“I have a different story with celiac in that they were looking for other diseases that go along with diabetes,” says her mother, Sandra. “If 10 years went by I think I would have had a different story.”
Kate had been showing signs of digestive distress since she was born, even though her previous blood tests came back negative for celiac. The only definite way of telling celiac disease is through a small intestinal biopsy.
“Looking back you’re knocking your head against the wall, saying ‘I should have known better,’” says Tauckus. “She was still very young so she wasn’t able to verbalize how she was feeling.”
Compared to diabetes, celiac is a relative unknown, but for the Tauckus’ it was the diabetes that went undetected by doctors.
“We went through hell,” says Tauckus. “The regular pediatrician kept sending us home with Tylenol saying she’s just an irritable baby.”

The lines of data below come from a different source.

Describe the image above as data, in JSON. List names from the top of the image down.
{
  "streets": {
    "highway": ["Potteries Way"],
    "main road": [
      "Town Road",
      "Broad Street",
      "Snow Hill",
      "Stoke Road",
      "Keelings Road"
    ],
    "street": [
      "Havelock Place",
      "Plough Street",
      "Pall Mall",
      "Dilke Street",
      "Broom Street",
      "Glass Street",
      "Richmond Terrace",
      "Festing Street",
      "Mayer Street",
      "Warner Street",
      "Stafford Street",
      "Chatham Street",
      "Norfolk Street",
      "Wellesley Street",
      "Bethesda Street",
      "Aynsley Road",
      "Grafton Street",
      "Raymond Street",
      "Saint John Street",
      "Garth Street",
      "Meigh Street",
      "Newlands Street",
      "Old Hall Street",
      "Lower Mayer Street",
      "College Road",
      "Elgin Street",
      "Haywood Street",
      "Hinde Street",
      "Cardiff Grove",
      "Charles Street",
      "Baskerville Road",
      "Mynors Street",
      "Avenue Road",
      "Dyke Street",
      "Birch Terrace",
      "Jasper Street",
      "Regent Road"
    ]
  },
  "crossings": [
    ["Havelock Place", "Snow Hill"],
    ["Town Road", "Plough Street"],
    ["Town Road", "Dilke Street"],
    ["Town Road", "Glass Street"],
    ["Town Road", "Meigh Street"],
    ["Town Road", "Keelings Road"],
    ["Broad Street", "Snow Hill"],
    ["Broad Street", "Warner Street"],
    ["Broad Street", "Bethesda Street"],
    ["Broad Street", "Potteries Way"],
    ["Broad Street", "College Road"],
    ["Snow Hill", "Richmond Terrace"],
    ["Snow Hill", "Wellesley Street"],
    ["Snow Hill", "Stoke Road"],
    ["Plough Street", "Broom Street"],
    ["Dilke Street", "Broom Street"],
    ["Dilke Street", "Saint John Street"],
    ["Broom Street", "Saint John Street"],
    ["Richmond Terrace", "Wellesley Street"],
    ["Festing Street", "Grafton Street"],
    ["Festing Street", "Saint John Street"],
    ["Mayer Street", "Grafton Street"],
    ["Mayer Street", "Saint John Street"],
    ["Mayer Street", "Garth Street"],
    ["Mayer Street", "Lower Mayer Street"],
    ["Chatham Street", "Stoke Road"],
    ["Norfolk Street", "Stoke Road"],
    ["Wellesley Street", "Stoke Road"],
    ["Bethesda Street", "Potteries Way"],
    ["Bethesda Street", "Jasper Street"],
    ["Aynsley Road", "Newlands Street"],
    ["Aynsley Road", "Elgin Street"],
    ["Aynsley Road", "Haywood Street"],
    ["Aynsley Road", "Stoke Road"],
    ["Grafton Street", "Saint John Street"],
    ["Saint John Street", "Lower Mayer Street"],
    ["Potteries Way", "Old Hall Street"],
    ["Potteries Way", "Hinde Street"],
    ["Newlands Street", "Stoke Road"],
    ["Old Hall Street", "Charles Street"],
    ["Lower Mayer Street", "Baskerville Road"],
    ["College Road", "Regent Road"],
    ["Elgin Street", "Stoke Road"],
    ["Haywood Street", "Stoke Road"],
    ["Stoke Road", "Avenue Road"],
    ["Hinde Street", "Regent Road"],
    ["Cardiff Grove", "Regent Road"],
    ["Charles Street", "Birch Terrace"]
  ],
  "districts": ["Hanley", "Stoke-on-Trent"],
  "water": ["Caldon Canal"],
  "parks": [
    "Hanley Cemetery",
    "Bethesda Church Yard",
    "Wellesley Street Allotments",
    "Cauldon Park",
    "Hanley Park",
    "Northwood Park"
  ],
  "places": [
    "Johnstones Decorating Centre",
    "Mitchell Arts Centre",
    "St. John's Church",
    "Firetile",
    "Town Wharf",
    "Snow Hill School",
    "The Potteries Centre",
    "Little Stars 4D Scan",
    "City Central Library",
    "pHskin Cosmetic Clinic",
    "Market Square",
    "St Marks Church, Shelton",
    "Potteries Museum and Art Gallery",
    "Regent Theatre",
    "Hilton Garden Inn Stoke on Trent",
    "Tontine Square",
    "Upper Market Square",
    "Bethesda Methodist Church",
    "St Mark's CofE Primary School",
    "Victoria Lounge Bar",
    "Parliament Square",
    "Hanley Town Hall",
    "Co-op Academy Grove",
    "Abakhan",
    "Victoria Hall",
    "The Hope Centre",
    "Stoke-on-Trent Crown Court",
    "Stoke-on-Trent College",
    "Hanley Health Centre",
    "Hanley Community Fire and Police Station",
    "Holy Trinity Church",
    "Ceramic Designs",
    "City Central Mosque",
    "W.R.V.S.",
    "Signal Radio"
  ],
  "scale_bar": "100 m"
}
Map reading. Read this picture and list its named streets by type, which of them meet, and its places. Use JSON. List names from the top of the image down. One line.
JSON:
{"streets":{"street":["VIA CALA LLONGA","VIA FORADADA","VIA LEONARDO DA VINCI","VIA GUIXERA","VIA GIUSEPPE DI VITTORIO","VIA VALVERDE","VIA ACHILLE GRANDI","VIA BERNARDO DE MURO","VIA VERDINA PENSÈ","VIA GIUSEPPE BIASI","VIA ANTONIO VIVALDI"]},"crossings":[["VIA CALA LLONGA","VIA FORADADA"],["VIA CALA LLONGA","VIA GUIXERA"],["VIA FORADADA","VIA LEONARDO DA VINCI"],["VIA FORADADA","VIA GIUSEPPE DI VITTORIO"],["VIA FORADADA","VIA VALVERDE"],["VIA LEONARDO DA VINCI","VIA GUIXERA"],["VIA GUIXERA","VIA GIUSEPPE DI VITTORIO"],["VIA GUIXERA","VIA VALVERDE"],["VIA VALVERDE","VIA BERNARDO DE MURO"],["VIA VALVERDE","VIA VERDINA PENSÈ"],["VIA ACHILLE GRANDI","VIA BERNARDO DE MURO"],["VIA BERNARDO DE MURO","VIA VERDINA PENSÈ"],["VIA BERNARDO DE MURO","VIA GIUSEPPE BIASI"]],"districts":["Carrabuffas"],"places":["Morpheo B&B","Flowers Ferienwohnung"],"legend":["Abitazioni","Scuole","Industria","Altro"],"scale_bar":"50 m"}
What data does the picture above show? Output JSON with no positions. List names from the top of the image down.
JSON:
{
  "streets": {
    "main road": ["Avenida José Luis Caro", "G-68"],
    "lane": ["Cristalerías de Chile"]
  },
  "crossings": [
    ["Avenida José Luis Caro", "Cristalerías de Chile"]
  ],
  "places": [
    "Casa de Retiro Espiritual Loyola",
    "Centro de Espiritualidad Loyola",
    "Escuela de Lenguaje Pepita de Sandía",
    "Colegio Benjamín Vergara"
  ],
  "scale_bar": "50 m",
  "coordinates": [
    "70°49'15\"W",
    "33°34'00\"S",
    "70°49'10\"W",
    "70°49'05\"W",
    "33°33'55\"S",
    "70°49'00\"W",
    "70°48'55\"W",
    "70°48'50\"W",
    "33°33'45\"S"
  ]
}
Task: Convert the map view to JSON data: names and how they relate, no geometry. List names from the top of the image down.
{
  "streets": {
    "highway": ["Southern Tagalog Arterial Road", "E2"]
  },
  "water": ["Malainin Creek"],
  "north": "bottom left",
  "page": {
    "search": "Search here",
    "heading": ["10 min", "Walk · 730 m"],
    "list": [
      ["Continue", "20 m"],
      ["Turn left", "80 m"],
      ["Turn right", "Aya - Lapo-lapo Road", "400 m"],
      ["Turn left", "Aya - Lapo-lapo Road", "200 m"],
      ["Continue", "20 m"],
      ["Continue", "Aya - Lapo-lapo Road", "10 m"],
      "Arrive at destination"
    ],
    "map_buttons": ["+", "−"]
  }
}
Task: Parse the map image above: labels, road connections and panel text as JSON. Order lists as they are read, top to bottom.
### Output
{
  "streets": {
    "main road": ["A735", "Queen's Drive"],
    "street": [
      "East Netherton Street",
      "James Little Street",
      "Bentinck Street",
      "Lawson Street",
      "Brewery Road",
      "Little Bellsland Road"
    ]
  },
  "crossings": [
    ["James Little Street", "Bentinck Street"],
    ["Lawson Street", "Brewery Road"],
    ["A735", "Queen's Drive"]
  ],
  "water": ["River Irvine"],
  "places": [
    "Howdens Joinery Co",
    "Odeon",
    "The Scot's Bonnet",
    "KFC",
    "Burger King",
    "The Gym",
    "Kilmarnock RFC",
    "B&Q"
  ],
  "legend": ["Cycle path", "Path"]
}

Tauckus lived in Hoboken, N.J., at the time. Her husband has type 1 diabetes, so she knew what to look for. For four-to-five months Kate had extreme thirst, she was losing weight, had a high fever and sores in her mouth that wouldn’t go away. She was diagnosed with coxsackie, a common childhood illness that causes blisters in the mouth.
“Your standard doctor, whether it’s a generalist or a pediatrician, they don’t really know much about these diseases,” she says. “They keep calling [the child] colicky, or she’s just crying a lot, and here this baby is wasting away. I remember breaking down and saying, ‘Just test her blood, I’m positive she is diabetic.’”
“‘Mrs. Tauckus, babies don’t get diabetes,’” she recalls the doctor saying to her.
Tauckus was in the process of moving to Long Island when she brought Kate to a small hospital in Allentown, Pa. When the doctor removed her diaper, it smelled like nail polish remover because she was so high on sugar.
“A resident took one look at her and said, ‘This baby is diabetic,’” she says. “You eventually go into a coma because your body is just poisoned with sugar levels that the kidneys and liver can’t get rid of.”
Having diabetes and celiac made Kate’s blood sugar even harder to keep balanced because her body wasn’t absorbing the nutrients the way it should, which would affect her sugar levels. It also meant Kate had two autoimmune diseases which makes her even more susceptible to getting others.
“Some people’s bodies are predisposed genetically to an autoimmune disaster,” says Tauckus. “Her doctor said she is probably going to be getting something with her thyroid. Now that you have two autoimmune diseases you start looking for some others—nothing is guaranteed but there is a much higher percentage than if she just had diabetes.”
Tauckus had just moved to Long Island. Like Albertelli, it was time to take on the schools.
BACK TO SCHOOL
At her Manhasset elementary school Kate has an aide, a non-medical person who shadows her in the school. She is on a pump that administers her a drip of insulin throughout the day when she is not eating. When she does eat, she not only has to make sure the food is gluten-free, but she has to have the pump adjusted to administer more insulin. To do this she has to go to the nurse’s office multiple times per day.
“With this disease it’s tricky, you’re constantly pulled out of class,” says Tauckus, who realized her daughter was missing more than 30 minutes of class per day going back and forth, a process made more risky by the distance she would have to walk with questionable blood sugar levels. Tauckus asked the district for one of the nurses to go to the classroom.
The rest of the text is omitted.